$10 billion added to Facebook’s values

Yesterday’s big story was the FTC hitting Facebook with a record $5 billion fine following countless private information handling scandals. But markets appeared happy with the fine, sending the market-cap of Facebook up by more than $10 billion, completely negating the punitive action.

Techspot revealed yesterday that a $5 billion fine was levied on Facebook by the Federal Trade Commission (FTC) as a penalty for a string of violations, scandals and disputes.

A $5 billion fine would be enormous in almost any other sense–not only as a punitive measure, but also in signaling how badly the company in question had behaved. But Facebook’s $5 billion is little more than a slap on the wrist, considering its size, reach, and value. So much so that the stock price of the social media giant grew by 1.81 percent following news of the FTC’s ruling, adding $10.4 billion to their business valuation.

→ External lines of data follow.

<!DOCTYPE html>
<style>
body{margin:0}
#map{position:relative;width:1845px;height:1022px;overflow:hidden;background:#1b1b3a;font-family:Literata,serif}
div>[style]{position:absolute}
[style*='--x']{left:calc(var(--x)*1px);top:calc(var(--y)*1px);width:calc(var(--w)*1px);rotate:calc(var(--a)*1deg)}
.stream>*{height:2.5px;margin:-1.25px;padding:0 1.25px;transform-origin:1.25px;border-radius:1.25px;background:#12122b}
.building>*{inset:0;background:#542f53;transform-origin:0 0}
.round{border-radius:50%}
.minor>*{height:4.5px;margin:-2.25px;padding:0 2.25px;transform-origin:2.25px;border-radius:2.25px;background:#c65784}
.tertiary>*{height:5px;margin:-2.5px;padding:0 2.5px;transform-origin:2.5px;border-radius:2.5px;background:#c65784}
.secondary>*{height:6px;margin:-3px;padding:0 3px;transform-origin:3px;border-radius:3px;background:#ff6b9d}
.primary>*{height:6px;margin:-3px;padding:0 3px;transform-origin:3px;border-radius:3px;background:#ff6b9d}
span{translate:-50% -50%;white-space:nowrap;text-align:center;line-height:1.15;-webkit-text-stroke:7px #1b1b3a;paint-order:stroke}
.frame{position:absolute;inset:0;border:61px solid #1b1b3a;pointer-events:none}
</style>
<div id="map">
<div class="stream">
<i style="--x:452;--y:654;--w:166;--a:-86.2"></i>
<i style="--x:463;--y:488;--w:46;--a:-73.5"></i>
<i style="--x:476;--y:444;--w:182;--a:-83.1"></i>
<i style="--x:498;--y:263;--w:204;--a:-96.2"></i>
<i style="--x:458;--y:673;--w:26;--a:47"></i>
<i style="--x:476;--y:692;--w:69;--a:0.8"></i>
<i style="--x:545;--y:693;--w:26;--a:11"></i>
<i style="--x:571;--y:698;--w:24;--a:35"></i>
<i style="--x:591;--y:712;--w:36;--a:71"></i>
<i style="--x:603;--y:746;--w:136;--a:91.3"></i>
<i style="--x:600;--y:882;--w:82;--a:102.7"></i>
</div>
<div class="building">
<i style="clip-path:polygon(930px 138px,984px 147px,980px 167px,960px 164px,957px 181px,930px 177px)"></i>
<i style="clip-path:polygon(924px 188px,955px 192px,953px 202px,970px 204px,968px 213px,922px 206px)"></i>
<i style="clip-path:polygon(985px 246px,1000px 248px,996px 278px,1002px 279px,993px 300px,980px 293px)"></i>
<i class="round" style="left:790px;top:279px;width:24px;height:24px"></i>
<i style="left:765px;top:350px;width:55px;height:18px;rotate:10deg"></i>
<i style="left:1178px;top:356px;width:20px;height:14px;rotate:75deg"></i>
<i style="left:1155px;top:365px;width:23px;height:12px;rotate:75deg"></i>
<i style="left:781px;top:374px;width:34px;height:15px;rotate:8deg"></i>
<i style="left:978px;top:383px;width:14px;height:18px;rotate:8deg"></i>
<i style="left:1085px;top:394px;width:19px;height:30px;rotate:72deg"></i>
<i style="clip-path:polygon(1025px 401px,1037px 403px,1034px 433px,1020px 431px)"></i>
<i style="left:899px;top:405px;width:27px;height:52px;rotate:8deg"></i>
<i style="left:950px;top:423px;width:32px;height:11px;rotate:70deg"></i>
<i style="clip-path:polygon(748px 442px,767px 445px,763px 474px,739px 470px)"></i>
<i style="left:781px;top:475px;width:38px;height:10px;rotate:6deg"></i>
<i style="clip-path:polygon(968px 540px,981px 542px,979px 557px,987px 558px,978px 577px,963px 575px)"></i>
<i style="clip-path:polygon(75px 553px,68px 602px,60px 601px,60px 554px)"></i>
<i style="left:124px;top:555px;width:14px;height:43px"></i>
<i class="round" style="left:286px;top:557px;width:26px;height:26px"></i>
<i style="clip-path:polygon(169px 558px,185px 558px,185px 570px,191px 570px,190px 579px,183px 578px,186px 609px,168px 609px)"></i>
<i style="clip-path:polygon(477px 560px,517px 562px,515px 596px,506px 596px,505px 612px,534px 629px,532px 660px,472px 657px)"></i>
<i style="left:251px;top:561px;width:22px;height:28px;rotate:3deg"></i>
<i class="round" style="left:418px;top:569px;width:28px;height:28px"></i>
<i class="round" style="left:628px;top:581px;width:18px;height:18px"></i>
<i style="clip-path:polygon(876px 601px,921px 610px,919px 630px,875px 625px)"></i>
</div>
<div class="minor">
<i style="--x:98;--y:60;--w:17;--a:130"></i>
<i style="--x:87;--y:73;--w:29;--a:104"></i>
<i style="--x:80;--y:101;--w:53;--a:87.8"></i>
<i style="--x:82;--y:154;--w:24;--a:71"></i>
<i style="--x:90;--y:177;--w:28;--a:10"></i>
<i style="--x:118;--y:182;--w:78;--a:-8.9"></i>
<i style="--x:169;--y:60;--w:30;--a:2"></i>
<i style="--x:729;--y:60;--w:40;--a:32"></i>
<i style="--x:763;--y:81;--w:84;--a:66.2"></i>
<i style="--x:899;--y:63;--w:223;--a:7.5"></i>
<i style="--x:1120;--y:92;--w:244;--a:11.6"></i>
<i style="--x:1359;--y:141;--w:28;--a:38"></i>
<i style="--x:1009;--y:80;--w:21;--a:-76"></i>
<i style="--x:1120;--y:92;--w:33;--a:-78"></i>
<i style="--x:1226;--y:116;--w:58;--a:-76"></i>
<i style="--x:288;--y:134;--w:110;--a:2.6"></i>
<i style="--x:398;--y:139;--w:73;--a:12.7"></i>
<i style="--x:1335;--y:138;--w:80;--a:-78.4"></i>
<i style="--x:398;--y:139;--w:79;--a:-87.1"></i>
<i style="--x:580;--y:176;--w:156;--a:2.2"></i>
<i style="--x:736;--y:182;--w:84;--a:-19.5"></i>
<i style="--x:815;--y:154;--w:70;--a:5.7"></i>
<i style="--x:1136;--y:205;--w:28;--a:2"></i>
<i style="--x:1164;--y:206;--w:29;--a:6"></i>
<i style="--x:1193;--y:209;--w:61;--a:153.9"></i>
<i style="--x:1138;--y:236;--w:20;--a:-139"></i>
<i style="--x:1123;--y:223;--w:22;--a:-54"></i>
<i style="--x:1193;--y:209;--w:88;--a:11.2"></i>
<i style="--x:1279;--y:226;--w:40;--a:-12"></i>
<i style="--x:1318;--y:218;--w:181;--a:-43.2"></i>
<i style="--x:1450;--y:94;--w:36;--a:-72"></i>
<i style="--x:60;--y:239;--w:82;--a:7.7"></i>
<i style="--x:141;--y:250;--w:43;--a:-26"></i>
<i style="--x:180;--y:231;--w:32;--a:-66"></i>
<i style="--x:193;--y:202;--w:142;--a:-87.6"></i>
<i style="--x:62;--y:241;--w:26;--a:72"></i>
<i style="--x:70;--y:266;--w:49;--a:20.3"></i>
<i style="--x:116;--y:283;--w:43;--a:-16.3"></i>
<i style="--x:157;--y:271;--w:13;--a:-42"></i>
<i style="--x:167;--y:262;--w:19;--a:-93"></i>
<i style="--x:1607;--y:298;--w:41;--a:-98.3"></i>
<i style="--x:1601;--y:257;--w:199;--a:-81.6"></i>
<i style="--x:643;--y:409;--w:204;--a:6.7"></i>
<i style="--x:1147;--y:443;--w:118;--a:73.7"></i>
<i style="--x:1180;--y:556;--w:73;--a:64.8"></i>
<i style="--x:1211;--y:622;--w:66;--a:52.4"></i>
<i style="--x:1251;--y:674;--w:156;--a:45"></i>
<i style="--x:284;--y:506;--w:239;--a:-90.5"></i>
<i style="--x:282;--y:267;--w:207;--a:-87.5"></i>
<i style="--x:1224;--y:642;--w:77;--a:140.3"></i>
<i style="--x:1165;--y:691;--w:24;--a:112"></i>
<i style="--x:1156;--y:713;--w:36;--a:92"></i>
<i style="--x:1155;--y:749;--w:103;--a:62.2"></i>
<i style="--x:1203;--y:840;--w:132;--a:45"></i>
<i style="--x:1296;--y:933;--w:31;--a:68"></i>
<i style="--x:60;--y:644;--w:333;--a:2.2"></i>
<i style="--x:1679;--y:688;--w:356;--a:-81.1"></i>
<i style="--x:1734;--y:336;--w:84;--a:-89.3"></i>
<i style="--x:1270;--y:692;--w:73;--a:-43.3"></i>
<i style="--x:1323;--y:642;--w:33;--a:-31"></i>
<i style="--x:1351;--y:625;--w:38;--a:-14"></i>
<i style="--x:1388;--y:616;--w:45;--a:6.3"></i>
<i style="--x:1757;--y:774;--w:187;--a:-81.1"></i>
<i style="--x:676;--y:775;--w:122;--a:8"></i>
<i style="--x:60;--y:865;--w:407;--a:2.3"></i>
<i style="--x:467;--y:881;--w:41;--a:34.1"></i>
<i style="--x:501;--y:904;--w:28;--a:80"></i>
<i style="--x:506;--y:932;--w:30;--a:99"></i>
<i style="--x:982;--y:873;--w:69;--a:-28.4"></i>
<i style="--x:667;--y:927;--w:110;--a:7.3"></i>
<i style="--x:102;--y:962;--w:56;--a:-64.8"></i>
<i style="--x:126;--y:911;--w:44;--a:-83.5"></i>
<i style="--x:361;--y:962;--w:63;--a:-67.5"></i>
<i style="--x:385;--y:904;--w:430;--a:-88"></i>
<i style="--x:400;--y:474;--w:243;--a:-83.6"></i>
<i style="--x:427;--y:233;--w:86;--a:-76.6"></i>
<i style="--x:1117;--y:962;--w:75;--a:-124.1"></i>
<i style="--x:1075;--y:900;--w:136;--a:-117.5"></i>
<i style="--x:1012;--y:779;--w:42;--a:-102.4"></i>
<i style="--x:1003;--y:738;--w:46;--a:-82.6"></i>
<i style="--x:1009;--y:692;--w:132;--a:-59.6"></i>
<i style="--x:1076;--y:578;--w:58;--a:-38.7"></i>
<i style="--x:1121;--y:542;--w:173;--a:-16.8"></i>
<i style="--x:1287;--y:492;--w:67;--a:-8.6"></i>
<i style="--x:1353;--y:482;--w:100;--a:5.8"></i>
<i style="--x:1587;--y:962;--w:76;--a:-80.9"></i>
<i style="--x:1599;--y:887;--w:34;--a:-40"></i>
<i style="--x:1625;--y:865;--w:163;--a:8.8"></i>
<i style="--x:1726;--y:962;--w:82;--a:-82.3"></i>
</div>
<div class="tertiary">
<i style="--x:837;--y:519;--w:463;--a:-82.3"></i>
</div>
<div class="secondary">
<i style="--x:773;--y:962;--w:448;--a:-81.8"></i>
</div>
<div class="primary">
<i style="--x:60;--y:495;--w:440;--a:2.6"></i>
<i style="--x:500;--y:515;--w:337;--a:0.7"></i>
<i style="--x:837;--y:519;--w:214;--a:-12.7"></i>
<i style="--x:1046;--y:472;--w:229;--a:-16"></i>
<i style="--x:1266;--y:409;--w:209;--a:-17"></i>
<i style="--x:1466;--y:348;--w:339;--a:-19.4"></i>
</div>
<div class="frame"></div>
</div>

Markets have rewarded Facebook for so lightly getting off, covering the fine’s price and adding another $5 billion to the coffers of the company.

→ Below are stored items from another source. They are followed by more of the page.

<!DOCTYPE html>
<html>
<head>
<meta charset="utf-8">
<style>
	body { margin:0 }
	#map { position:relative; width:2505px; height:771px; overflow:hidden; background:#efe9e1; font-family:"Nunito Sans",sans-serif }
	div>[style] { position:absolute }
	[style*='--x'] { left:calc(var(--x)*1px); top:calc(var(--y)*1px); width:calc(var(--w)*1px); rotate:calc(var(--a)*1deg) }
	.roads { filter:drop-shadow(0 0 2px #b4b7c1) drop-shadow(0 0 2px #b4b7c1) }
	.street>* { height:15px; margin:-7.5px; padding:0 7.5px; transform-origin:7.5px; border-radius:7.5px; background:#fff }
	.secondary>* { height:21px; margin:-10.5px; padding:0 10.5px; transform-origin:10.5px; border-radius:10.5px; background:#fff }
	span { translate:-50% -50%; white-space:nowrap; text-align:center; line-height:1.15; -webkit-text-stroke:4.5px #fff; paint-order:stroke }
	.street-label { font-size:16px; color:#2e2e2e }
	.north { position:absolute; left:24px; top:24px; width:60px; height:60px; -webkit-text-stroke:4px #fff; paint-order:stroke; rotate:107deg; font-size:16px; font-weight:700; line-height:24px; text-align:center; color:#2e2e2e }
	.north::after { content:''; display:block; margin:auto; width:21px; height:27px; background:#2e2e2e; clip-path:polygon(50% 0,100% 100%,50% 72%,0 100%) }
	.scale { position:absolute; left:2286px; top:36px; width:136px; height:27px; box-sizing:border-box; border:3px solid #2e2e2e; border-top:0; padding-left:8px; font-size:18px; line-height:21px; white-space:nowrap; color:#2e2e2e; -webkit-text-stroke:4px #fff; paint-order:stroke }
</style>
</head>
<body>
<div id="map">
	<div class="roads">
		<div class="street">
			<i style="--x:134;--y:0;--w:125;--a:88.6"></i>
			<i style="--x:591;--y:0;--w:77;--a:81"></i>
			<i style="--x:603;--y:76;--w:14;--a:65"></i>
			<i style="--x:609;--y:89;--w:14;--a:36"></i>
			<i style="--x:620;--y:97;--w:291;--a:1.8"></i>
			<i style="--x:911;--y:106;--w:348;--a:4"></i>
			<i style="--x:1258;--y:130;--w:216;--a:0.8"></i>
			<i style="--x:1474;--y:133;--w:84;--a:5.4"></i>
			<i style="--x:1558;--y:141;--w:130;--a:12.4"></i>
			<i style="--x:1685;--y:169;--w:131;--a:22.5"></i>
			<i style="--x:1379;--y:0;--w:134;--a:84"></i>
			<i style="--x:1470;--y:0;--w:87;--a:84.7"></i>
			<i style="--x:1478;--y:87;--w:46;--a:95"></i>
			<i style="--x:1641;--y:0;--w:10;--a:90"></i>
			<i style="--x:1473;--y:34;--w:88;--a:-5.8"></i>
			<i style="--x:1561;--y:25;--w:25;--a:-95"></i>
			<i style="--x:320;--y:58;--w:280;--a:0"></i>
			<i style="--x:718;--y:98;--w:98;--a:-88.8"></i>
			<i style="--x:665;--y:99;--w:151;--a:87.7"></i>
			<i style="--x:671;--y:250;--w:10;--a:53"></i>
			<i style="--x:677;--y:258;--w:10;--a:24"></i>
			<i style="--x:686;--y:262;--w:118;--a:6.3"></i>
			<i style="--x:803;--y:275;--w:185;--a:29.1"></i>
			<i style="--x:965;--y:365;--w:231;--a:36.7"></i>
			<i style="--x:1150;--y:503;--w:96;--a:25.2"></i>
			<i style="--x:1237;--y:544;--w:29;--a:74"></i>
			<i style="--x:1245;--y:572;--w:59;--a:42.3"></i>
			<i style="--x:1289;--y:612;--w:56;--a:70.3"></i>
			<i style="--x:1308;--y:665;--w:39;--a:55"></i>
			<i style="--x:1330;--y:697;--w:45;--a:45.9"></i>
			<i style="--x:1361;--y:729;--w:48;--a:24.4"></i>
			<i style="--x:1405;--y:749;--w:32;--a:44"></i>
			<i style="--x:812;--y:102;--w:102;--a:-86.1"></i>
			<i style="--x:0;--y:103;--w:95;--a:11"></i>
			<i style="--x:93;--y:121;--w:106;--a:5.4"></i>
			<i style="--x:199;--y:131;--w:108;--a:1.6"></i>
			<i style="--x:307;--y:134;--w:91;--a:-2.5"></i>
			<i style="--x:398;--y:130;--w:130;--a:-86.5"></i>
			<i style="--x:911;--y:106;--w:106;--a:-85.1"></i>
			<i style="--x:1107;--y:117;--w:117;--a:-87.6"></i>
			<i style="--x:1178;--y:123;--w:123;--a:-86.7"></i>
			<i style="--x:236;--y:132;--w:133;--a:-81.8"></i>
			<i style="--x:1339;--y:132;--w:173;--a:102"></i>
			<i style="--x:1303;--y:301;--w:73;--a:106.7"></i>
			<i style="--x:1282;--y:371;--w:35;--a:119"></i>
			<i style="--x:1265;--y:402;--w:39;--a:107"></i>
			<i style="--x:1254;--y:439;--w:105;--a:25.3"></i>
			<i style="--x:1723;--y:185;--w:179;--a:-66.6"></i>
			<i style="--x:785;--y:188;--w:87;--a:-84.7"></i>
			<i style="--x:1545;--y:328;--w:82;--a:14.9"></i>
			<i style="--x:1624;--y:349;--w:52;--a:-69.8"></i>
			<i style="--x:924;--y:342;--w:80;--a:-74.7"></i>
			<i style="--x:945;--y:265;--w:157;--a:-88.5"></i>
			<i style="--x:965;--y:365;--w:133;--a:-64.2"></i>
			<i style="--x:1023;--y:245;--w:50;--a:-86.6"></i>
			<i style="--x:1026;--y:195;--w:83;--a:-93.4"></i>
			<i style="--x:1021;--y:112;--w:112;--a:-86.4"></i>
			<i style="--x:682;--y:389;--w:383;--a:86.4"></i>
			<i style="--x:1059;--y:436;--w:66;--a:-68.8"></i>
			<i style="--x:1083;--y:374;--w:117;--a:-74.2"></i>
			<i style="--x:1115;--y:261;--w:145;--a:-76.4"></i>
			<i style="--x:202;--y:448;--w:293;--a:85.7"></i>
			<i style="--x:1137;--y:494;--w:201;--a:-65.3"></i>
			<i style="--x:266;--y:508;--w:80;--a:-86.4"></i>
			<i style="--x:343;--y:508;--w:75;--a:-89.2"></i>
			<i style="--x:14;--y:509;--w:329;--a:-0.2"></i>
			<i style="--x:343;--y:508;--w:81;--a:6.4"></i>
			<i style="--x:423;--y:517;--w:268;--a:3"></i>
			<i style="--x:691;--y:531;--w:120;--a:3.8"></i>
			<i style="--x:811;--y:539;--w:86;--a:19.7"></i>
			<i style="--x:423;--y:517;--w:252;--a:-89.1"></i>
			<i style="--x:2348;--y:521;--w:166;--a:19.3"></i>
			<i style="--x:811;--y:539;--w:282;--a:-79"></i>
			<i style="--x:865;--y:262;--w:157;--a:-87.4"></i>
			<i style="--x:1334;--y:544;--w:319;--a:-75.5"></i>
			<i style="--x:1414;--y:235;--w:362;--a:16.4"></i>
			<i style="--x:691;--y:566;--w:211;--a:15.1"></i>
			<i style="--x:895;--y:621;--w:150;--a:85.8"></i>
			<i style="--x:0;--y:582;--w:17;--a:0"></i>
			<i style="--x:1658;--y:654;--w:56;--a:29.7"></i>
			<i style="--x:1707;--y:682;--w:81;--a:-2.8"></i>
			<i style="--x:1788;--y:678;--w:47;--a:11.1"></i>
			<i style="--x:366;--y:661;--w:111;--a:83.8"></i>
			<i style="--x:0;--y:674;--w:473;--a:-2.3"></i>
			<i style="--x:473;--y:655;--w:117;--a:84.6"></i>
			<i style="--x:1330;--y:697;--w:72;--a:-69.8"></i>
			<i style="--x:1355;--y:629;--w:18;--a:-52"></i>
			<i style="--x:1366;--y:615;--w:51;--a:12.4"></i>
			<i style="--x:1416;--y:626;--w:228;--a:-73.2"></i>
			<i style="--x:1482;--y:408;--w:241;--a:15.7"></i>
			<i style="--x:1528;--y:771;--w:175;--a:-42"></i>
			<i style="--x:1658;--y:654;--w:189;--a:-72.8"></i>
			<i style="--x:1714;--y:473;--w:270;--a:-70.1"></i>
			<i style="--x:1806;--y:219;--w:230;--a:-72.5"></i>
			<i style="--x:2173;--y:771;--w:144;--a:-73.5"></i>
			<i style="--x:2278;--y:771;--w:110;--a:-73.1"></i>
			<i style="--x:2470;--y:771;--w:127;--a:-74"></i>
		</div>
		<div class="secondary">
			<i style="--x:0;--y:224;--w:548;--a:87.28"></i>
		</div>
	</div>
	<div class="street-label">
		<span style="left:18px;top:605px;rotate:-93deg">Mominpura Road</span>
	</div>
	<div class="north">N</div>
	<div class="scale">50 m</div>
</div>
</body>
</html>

In this attempt to keep such a mammoth business to account, many were fast to point out the flaw. Elizabeth Warren, Senator and Democratic Presidential candidate, called it a “bucket punishment drop,” tweeting our renewed calls for Facebook to be broken down.

There’s no question that $5 billion is a lot of money, but given that last year Facebook made a profit of $22 billion and last quarter another revenue of $15 billion, many people think the punishment doesn’t suit the crime.

It should be said that the choice of the FTC was not just monetary. The Washington Post reports that Facebook “may have to document every decision it makes about data before offering new products, keep closer watch over third-party apps that tap users’ information, and require its top executives, including CEO Mark Zuckerberg, to attest that the company adequately has protected privacy.”